Nucleosomes are the repeating units of chromatin, which are thread-like, stained (coloured) bodies present in nucleus. These look like 'beads-on-string', when observed under an electron microscope. DNA helix of 200 bps wraps around the histone octamer by 1¾ turns.
Six such nucleosomes get coiled and then form solenoid that looks like coiled telephone wire.
The chromatin is packed to form a solenoid structure of 30 nm diameter (300A) and further supercoiling tends to form a looped structure called chromatin fiber, which further coils and condense at metaphase stage to form the chromosomes.
The packaging of chromatin at higher levels, need additional set of proteins that are called Non-Histone Chromosomal proteins (NHC).
Non-Histone Chromosomal Proteins (NHC) :
These are additional sets of proteins that contribute to the packaging of chromatin at a higher level.
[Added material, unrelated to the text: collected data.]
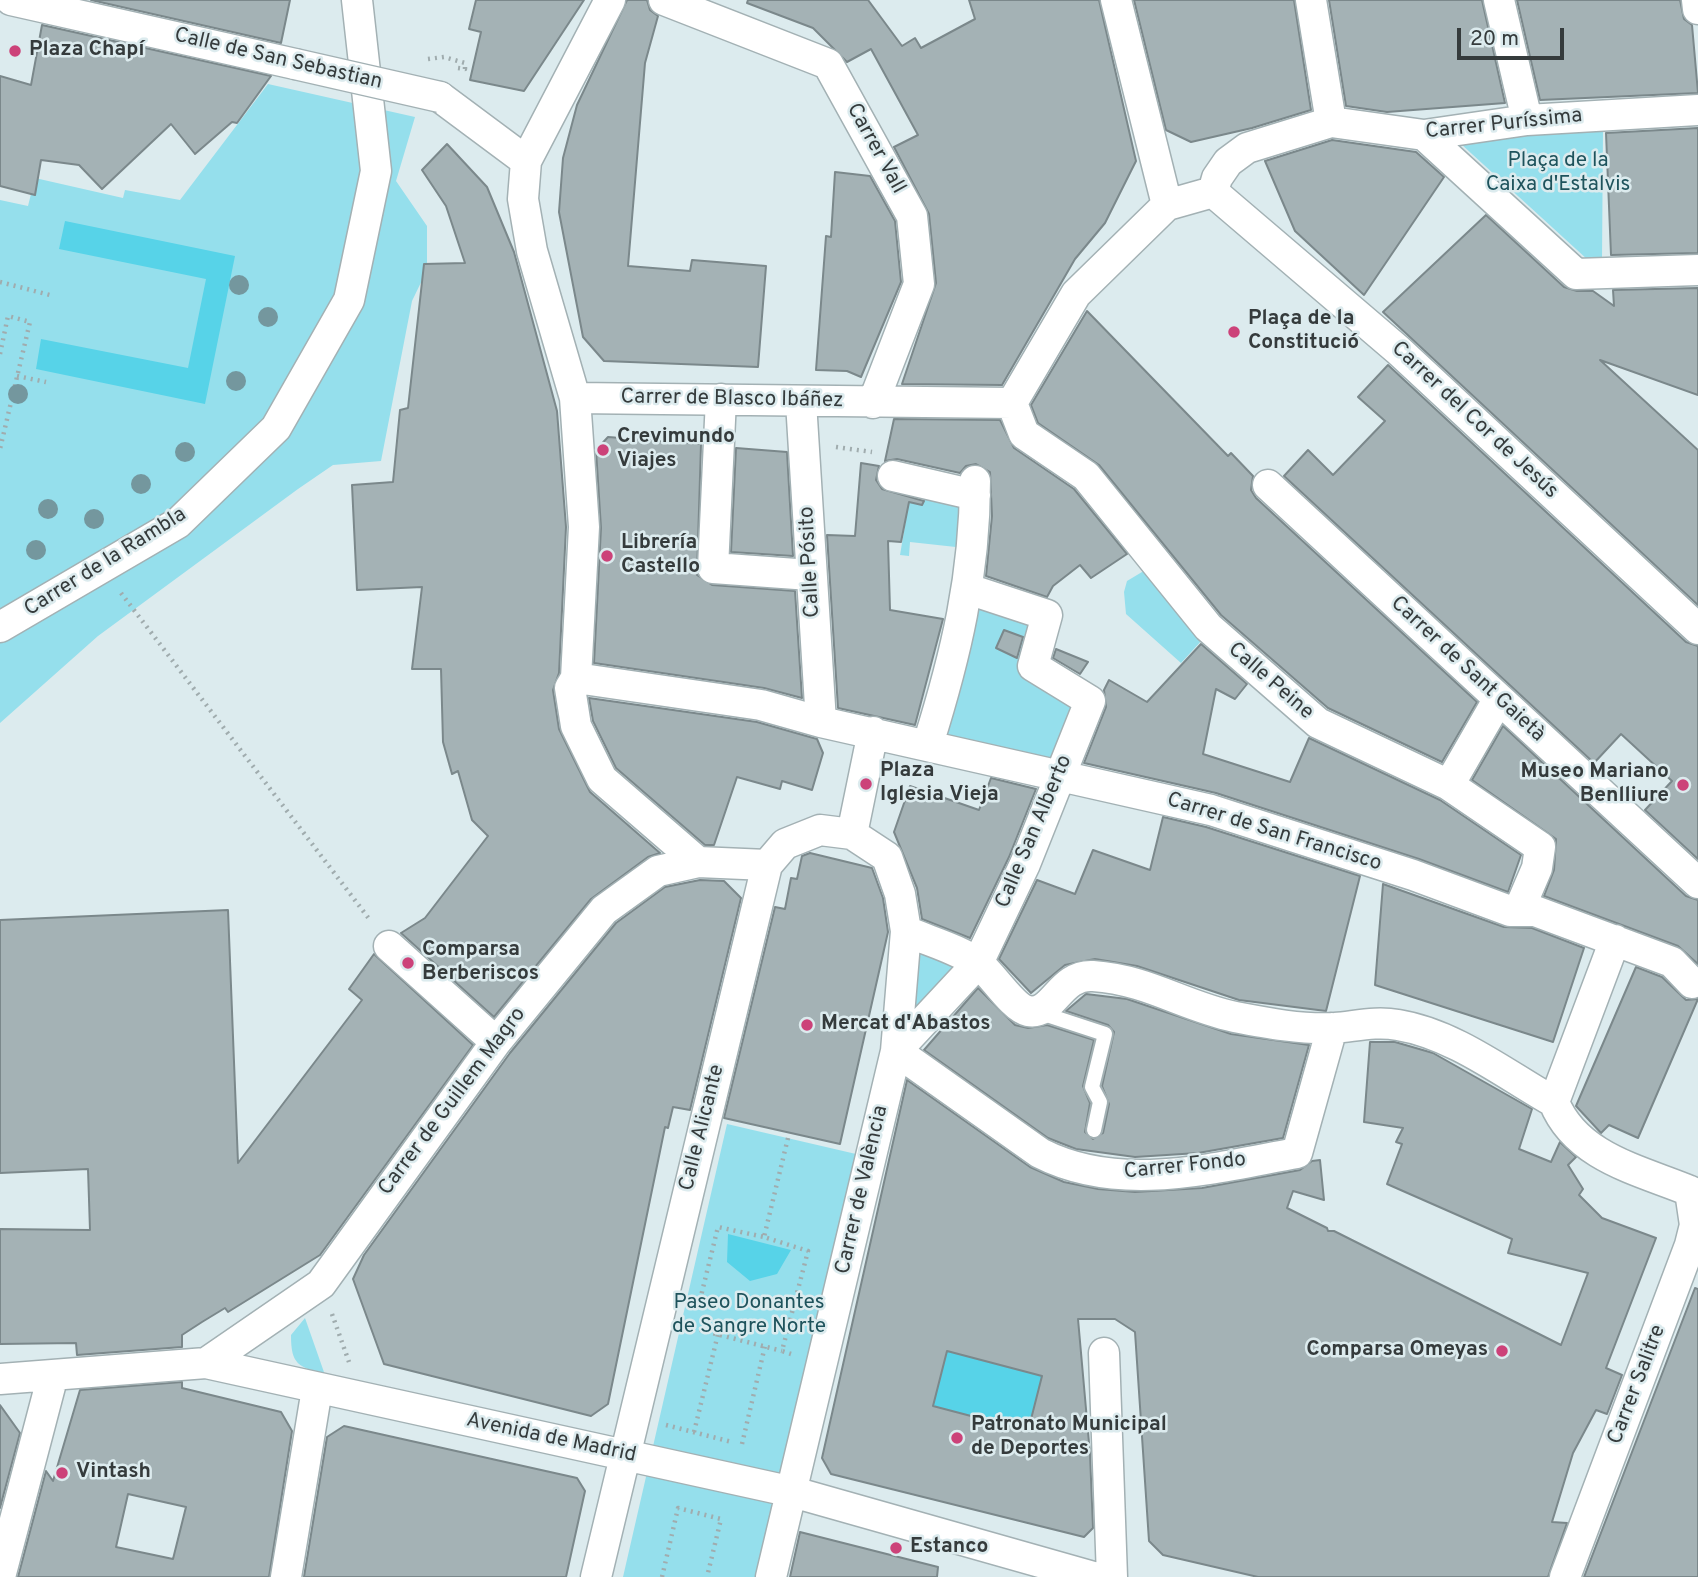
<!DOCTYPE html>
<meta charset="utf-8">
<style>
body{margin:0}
#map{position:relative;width:1698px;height:1577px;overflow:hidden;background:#dcebee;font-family:Overpass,sans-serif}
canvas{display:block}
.scale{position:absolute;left:1457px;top:28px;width:107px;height:32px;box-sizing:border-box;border:4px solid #353b3c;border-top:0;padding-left:9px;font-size:21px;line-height:24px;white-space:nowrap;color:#353b3c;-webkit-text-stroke:5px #dcebee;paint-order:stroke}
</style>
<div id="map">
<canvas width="1698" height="1577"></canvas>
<div class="scale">20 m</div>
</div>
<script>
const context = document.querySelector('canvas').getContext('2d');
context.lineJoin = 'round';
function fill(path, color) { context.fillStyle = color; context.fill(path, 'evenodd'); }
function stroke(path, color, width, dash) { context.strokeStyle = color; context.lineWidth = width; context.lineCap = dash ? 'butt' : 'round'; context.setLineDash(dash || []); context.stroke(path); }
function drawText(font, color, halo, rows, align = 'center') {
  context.font = font + ' Overpass,sans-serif'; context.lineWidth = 5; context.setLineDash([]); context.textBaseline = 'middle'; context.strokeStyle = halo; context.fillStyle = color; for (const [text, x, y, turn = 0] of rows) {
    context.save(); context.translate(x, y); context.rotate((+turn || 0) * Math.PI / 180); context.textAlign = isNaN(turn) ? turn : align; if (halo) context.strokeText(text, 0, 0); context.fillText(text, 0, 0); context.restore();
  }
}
fill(new Path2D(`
 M268 84 415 117 396 181 427 226V270L412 301 381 461 333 465 298 489 98 636 0 723V200L28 206 35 178 123 198 125 190 180 200Z
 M1603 129 1602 259 1588 260 1449 133Z
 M929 491 970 499 965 548 910 542 909 556 900 555 909 502 922 504Z
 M1147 569 1203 639 1181 663 1126 614 1124 592 1127 581Z
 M973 598 1037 621 1024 671 1076 702 1049 767 937 742Z
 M918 950 956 969 913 1014Z
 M727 1124 856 1154 755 1577H623Z
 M305 1318 325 1375C298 1366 291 1365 291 1335Z`), '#95dfec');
fill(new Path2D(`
 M65 221 235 256 205 404 36 369 41 339 188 368 206 279 59 249Z
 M728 1234 791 1250 777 1274 750 1281 727 1262Z
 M947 1351 1042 1376 1028 1431 933 1406Z`), '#57d3e8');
const building = new Path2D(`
 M91 0H290L281 43Z
 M476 0H584L524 91 470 80 481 32 469 29Z
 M627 0H647L650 10 658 16 645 63 628 266 690 271 692 260 766 266 758 367 604 361 583 337 559 212 563 158 577 105Z
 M748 0H868L902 46 915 38 921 48 975 19 969 0H1099L1136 161 1105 223 1075 259 1002 385 902 384 936 283 929 214 894 147 918 135 871 49 847 62 813 28 747 3Z
 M1134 0H1294L1311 110 1252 128 1191 142 1166 130Z
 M1329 0H1482L1505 103 1387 112 1346 106Z
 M1517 0H1680L1684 19 1692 25 1698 93 1540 100Z
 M42 25 271 76 237 123 232 122 195 154 171 124 102 189 79 165 41 160 35 195 0 186V76L31 85Z
 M1698 128V253L1611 255 1606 133Z
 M1332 140 1416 152 1444 177 1364 295 1295 231 1265 161Z
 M447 144 487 187 514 252 557 411 566 527 559 673 553 690 559 729 590 792 660 853 648 857 591 899 494 1017 401 933 425 918 488 836 472 820 458 771 452 774 443 742 441 669H412L422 587 357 590 352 485 393 482 400 410 408 408 424 264 465 263 446 206 422 170Z
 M835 172 870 176 895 221 901 282 861 377 847 371 816 370 826 236 831 237Z
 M1486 215 1564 287 1577 291H1593L1614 306 1613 290 1698 288V395L1600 360 1698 450V605L1383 312Z
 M1087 311 1228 456 1231 453 1253 476 1251 490 1256 498 1477 702 1442 762 1328 708 1221 615 1099 465 1038 423 1031 405Z
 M1388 365 1686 642 1698 646V859L1645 810 1672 781 1621 734 1594 763 1284 476 1308 450 1333 475 1385 421 1358 397Z
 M894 419 1000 420 1014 448 1074 489 1127 554 1091 578 1080 565 1053 586 1047 597 986 576 992 516 990 472 976 464 966 466 960 473 897 459 885 461Z
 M608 437 701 444 697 575 712 585 795 591 802 698 764 688 594 663 601 528 596 450Z
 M736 448 787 452 793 556 731 552Z
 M861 463 879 466 876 480 882 489 924 501 922 505 909 502 901 542 888 541 890 610 943 619 915 725 838 708 827 535 855 536Z
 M1004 630 1023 637 1017 658 996 648Z
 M1201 644 1247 684 1235 699 1216 689 1203 754 1290 782 1309 738 1440 800 1521 855 1508 892 1419 859 1216 793 1084 763 1106 707 1104 690 1109 680 1147 702Z
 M1056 649 1088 662 1080 674 1053 658Z
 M589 698 757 722 817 739 823 753 812 790 782 781 780 789 737 777 714 845H705L616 768 593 721Z
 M1503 726 1686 896 1698 900V964L1678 946 1544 896 1554 870 1556 839 1472 780Z
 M991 778 1036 789 1009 857 970 938 922 919 917 888 894 832 910 786 979 810Z
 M1163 817 1206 827 1360 876 1326 1011 1239 1000 1137 966 1095 959 1065 965 1031 993 999 959 1037 880 1075 894 1093 850 1150 870Z
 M810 853 872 868 883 898 888 932 840 1144 724 1118 775 907 785 909 791 878 797 879 802 856Z
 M700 880 724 881 741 898 690 1110 673 1107 668 1128 665 1127 608 1404 591 1416 384 1364 353 1279 364 1255 510 1053 616 923 665 887Z
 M1383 884 1504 927 1532 928 1584 948 1553 1042 1375 985Z
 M228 910 238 1163 362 1000 349 989 374 954 473 1045 320 1255 228 1312 225 1308 202 1322 182 1335V1347L77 1355 76 1343 0 1344V1229L90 1230 88 1169 0 1173V920Z
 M1636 967 1662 977 1686 1000 1698 999 1638 1138 1609 1125 1601 1133 1576 1106Z
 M978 988 1015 1025 1028 1028 1047 1025 1094 1040 1083 1086 1090 1103 1085 1132 1093 1139 1103 1133 1109 1104 1102 1086 1114 1032 1108 1025 1066 1011 1086 994 1127 999 1231 1034 1309 1045 1283 1138 1198 1153 1135 1157 1076 1149 1048 1138 924 1050Z
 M1370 1042H1395L1433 1053 1532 1109 1519 1149 1551 1162 1560 1142 1576 1157 1568 1165 1583 1189 1579 1195 1602 1218 1656 1238 1606 1368 1622 1375 1607 1414 1596 1410 1573 1453 1552 1522 1567 1523 1548 1577H1258L1163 1555 1149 1541 1135 1332 1115 1319H1078L1090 1454 1093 1528 1084 1537 831 1474 822 1458 907 1080 1030 1167 1064 1182 1098 1189 1135 1192 1202 1188 1300 1170 1312 1161 1320 1160 1324 1200 1293 1191 1287 1208 1327 1228 1328 1231H1334L1561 1345 1588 1273 1508 1253 1512 1239 1387 1184 1402 1144 1396 1142 1403 1128 1364 1122ZM947 1351 1042 1376 1028 1431 933 1406Z
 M1695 1288 1698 1289V1577H1584Z
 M182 1382V1388L281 1412 292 1431 269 1577H18L46 1471 53 1481 80 1390ZM128 1494 186 1507 173 1559 116 1547Z
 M0 1405 20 1433 0 1508Z
 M344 1426 577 1478 585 1491 566 1577H304L327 1437Z
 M800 1532 938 1567 937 1577H790Z`);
fill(building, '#a4b2b5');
stroke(building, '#7b888b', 2);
const lane = new Path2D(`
 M1038 1012 1105 1034 1092 1087 1100 1102 1094 1130`);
const street = new Path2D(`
 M11 0 295 64
 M610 0 526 161 523 199 532 251 575 398 584 527 576 678 570 688 576 726 602 779 698 862
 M664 0 828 64 912 216 919 284 873 403
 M1116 0 1167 205
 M1311 0 1331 122
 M1499 0 1527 120
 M1697 0 1698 9
 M440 97 526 161
 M1424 135 1576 274 1698 270
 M1213 192 1398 350 1698 629
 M1213 192 1217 178 1228 162 1247 148 1331 122 1424 135 1527 120 1698 110
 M575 398 1012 403
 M721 399 713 568 810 575
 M801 402 821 722
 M1012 403 1024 434 1086 476 1208 627 1318 723 1449 785 1540 847 1537 868 1519 910
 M1012 403 1076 294 1167 205 1213 192
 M893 476 975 495
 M1268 485 1698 883
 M968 589 1047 615 1033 666 1090 701 1025 864 978 963 896 1051 1040 1153C1120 1194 1213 1168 1297 1153L1332 1028
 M0 627 178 523 276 428 349 300 376 171 357 0
 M576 678 761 705 821 722 1211 810 1413 875 1510 911H1535L1672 962 1692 983
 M928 744C956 655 975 575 975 481
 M1449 785 1498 700
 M852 834 873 732
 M906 931C928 941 959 949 979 964 992 974 1013 1008 1028 1011 1054 1016 1059 974 1093 976 1149 980 1183 1006 1235 1017 1266 1023 1303 1030 1335 1028 1357 1026 1376 1021 1398 1025 1454 1034 1506 1075 1554 1102
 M1615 940 1554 1102C1576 1157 1639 1170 1690 1191
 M389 946 496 1042
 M1104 1353 1112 1577
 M206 1363 321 1284 496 1042 604 910 658 871 698 862 767 865
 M0 1379 206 1363 793 1492 1093 1577
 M0 1577 53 1375
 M286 1577 317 1389
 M596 1577 767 865 785 844 820 830 852 834 887 857 900 894 906 931 896 1051 771 1577
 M1565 1577 1690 1245 1695 1225 1690 1191`);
stroke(lane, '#a3b1b4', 18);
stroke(street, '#a3b1b4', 33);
stroke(new Path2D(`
 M428 59 444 57 465 63V69L458 68
 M0 282 50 295
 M0 354 8 316 30 322 0 449
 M17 376 46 382
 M836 447 872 452
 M121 593 370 920
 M788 1138 764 1237 808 1251 782 1351 791 1354
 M700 1300 718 1227 764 1237
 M332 1314 349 1362
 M693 1328 782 1351
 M666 1425 732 1442
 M694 1432 718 1334
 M742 1444 765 1346
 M662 1577 678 1508 721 1519 707 1577`), '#a0acae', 4.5, [2, 5]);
stroke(lane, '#fff', 14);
stroke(street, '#fff', 30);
const streetBridge = new Path2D(`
 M295 64 440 97`);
stroke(streetBridge, '#a3b1b4', 33, []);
stroke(streetBridge, '#fff', 30);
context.fillStyle = '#74979e';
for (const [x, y] of [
 [239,285],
 [268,317],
 [236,381],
 [18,394],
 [185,452],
 [141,484],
 [48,509],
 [94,519],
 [36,550]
]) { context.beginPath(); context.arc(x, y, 10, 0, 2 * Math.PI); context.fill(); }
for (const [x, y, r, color] of [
 [15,51,7,"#cc4279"],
 [1234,332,7,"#cc4279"],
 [603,450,7,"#cc4279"],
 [607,556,7,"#cc4279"],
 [866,784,7,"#cc4279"],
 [1683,785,7,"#cc4279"],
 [408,963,7,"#cc4279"],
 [807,1025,7,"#cc4279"],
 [1502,1351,7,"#cc4279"],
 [957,1438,7,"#cc4279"],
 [62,1473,7,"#cc4279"],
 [896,1548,7,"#cc4279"]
]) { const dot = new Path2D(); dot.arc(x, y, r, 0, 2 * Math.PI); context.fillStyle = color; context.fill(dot); stroke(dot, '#dcebee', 2.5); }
drawText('bold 21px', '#353b3c', '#dcebee', [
 ["Plaza Chapí",29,51],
 ["Plaça de la",1248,320],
 ["Constitució",1248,344],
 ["Crevimundo",617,438],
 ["Viajes",617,462],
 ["Librería",621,544],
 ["Castello",621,568],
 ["Plaza",880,772],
 ["Iglesia Vieja",880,796],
 ["Museo Mariano",1669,773,"right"],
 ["Benlliure",1669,797,"right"],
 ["Comparsa",422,951],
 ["Berberiscos",422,975],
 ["Mercat d'Abastos",821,1025],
 ["Comparsa Omeyas",1488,1351,"right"],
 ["Patronato Municipal",971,1426],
 ["de Deportes",971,1450],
 ["Vintash",76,1473],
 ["Estanco",910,1548]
], 'left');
drawText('21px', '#353b3c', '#dcebee', [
 ["Calle de San Sebastian",278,60,13],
 ["Carrer Puríssima",1504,125,-6],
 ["Carrer Vall",875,149,61],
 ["Carrer de Blasco Ibáñez",732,400,1],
 ["Carrer del Cor de Jesús",1474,421,43],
 ["Calle Pósito",811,562,-93],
 ["Carrer de la Rambla",106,563,-32],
 ["Carrer de Sant Gaietà",1467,670,43],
 ["Calle Peine",1270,682,41],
 ["Calle San Alberto",1035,832,-67],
 ["Carrer de San Francisco",1274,833,17],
 ["Carrer de Guillem Magro",453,1102,-53],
 ["Calle Alicante",703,1128,-76],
 ["Carrer Fondo",1185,1167,-6],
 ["Carrer de València",863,1190,-77],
 ["Carrer Salitre",1638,1385,-69],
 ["Avenida de Madrid",551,1439,12]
]);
drawText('21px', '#1e535c', '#dcebee', [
 ["Plaça de la",1558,162],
 ["Caixa d'Estalvis",1558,186],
 ["Paseo Donantes",749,1304],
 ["de Sangre Norte",749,1328]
]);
</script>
Heterochromatin and Euchromatin :
1. Heterochromatin:
In eukaryotic cells, some segments of chromonema/ chromosome during interphase and early prophase remain in a condensed state. These region constitute heterochromatin. This term was proposed by Heitz. These regions are localized near centromere, telomeres and are also intercalated. It is genetically mostly inactive. It stains strongly and appears dark. Heterochromatin is 2 to 3 times more rich in DNA than in the euchromatin.
2. Euchromatin:
The regions of chromonema which are in non-condensed state, constitute euchromatin. Euchromatic regions stain light. Euchromatin is genetically very much active and fast replicating. Euchromatin is transcriptionally active, while heterochromatin is transcriptionally almost inactive.